__What the task requires__
Give back every record word for word, but keep the pictures out.
#### Dataset extract
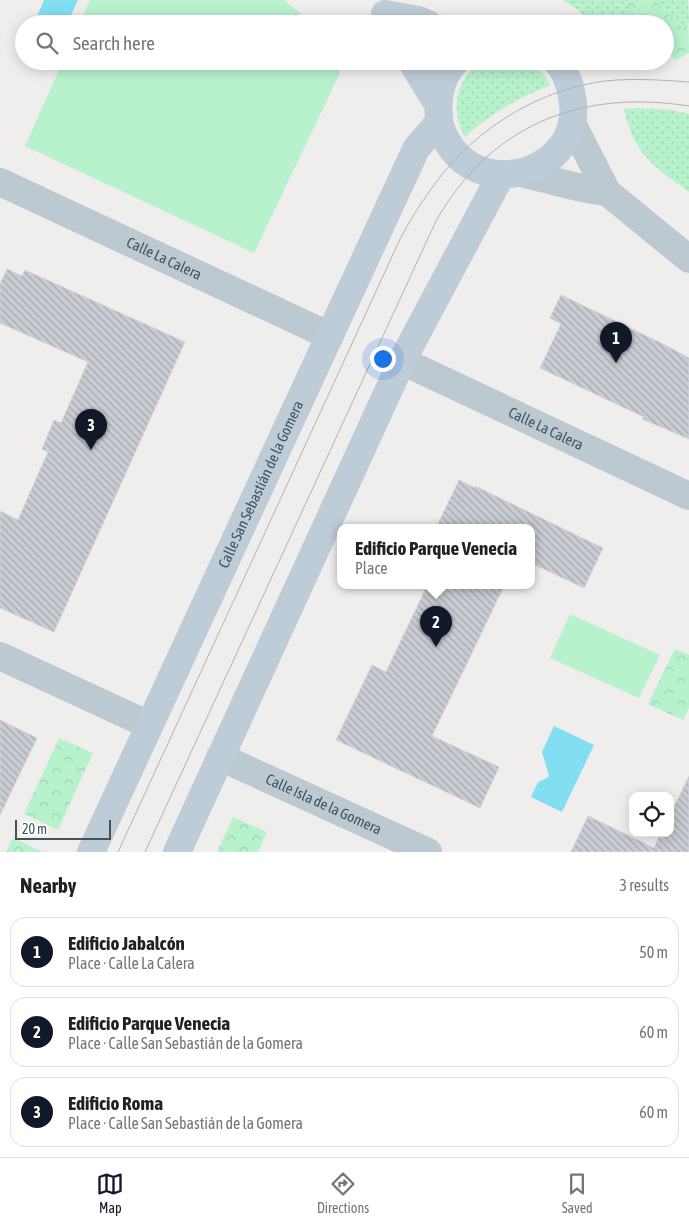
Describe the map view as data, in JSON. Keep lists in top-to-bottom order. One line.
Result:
{"streets":{"main road":["Calle San Sebastián de la Gomera"],"street":["Calle La Calera","Calle Isla de la Gomera"]},"crossings":[["Calle La Calera","Calle San Sebastián de la Gomera"]],"scale_bar":"20 m","page":{"search":"Search here","pins":["1","3","2"],"popup":["Edificio Parque Venecia","Place"],"scale":"20 m","heading":["Nearby","3 results"],"list":[{"mark":"1","name":"Edificio Jabalcón","note":"Place · Calle La Calera","value":"50 m"},{"mark":"2","name":"Edificio Parque Venecia","note":"Place · Calle San Sebastián de la Gomera","value":"60 m"},{"mark":"3","name":"Edificio Roma","note":"Place · Calle San Sebastián de la Gomera","value":"60 m"}],"nav":["Map","Directions","Saved"]}}
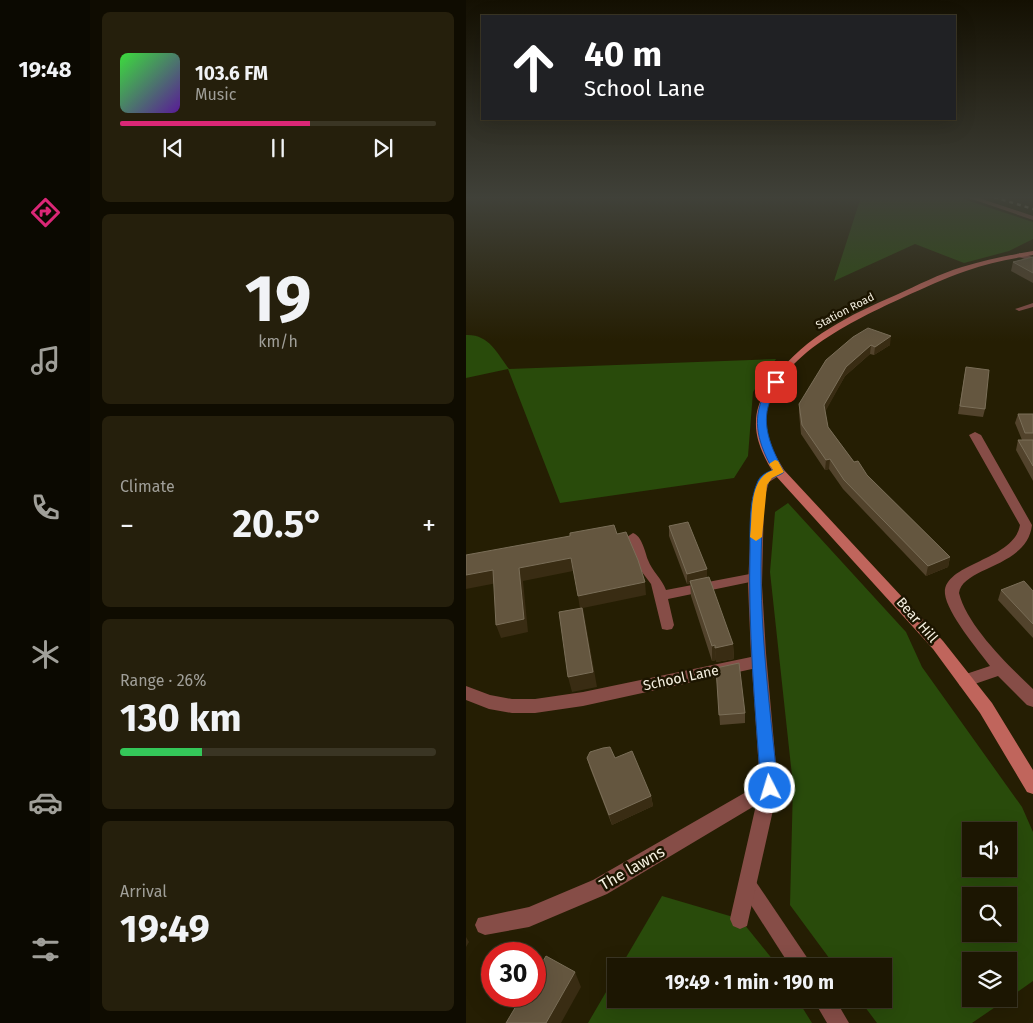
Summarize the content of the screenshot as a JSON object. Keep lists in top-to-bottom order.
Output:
{
  "streets": {
    "street": [
      "Station Road",
      "Bear Hill",
      "School Lane",
      "The lawns"
    ]
  },
  "crossings": [
    ["Station Road", "Bear Hill"]
  ],
  "page": {
    "tabs": "19:48",
    "turn": ["40 m", "School Lane"],
    "song": ["103.6 FM", "Music"],
    "tile": [
      ["19", "km/h"],
      "Climate",
      ["Range · 26%", "130 km"],
      ["Arrival", "19:49"]
    ],
    "heat": ["−", "20.5°", "+"],
    "limit": "30",
    "trip": "19:49 · 1 min · 190 m"
  }
}
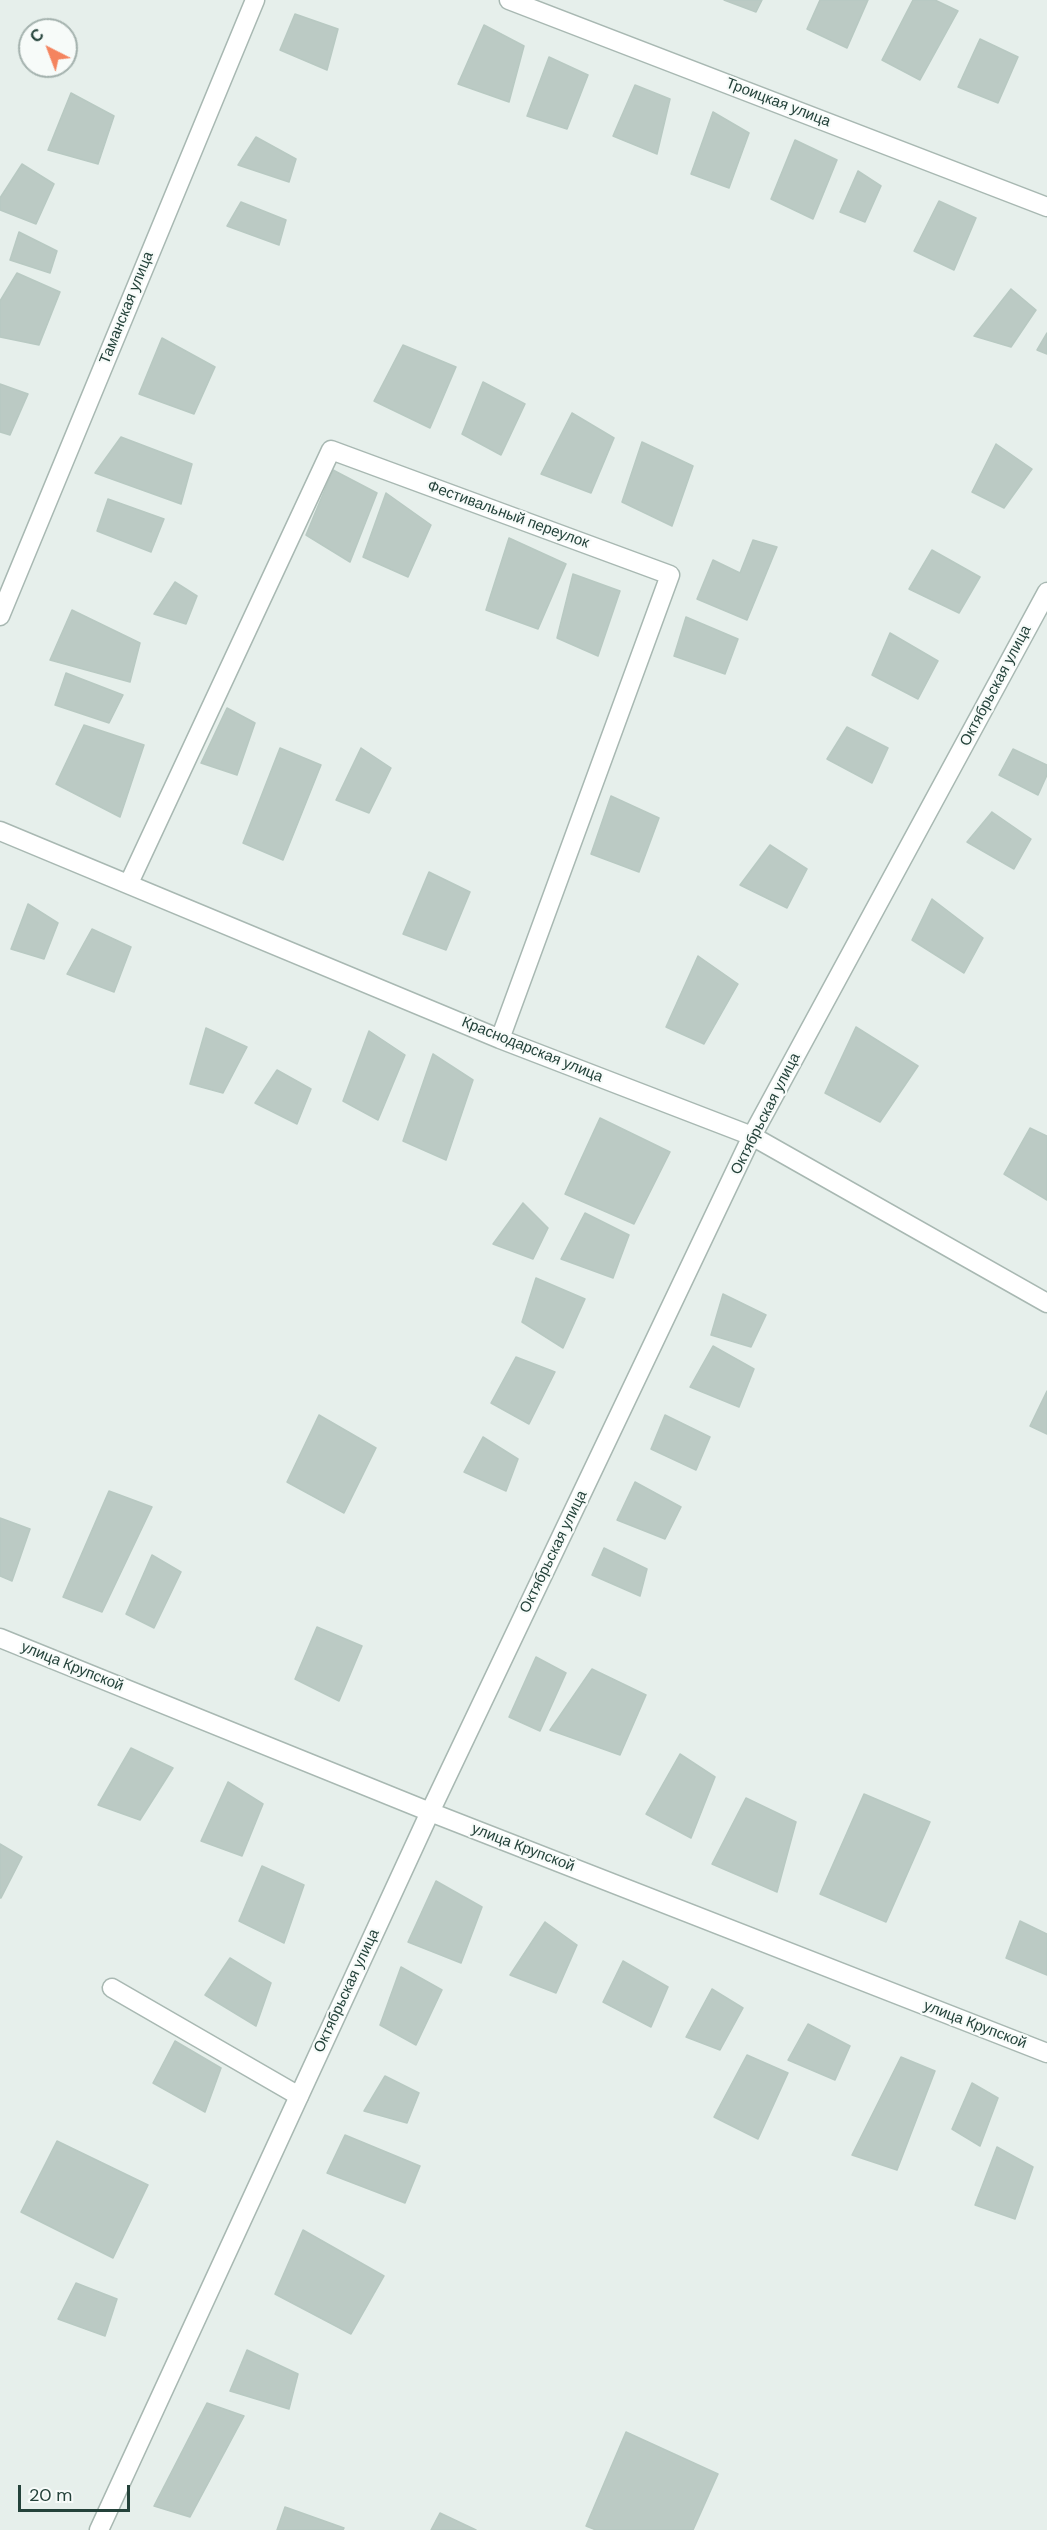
########
__Output for this task__
Describe the map view as data, in JSON. Keep lists in top-to-bottom order. One line.
Result:
{"streets":{"main road":["Calle San Sebastián de la Gomera"],"street":["Calle La Calera","Calle Isla de la Gomera"]},"crossings":[["Calle La Calera","Calle San Sebastián de la Gomera"]],"scale_bar":"20 m","page":{"search":"Search here","pins":["1","3","2"],"popup":["Edificio Parque Venecia","Place"],"scale":"20 m","heading":["Nearby","3 results"],"list":[{"mark":"1","name":"Edificio Jabalcón","note":"Place · Calle La Calera","value":"50 m"},{"mark":"2","name":"Edificio Parque Venecia","note":"Place · Calle San Sebastián de la Gomera","value":"60 m"},{"mark":"3","name":"Edificio Roma","note":"Place · Calle San Sebastián de la Gomera","value":"60 m"}],"nav":["Map","Directions","Saved"]}}
Summarize the content of the screenshot as a JSON object. Keep lists in top-to-bottom order.
Output:
{
  "streets": {
    "street": [
      "Station Road",
      "Bear Hill",
      "School Lane",
      "The lawns"
    ]
  },
  "crossings": [
    ["Station Road", "Bear Hill"]
  ],
  "page": {
    "tabs": "19:48",
    "turn": ["40 m", "School Lane"],
    "song": ["103.6 FM", "Music"],
    "tile": [
      ["19", "km/h"],
      "Climate",
      ["Range · 26%", "130 km"],
      ["Arrival", "19:49"]
    ],
    "heat": ["−", "20.5°", "+"],
    "limit": "30",
    "trip": "19:49 · 1 min · 190 m"
  }
}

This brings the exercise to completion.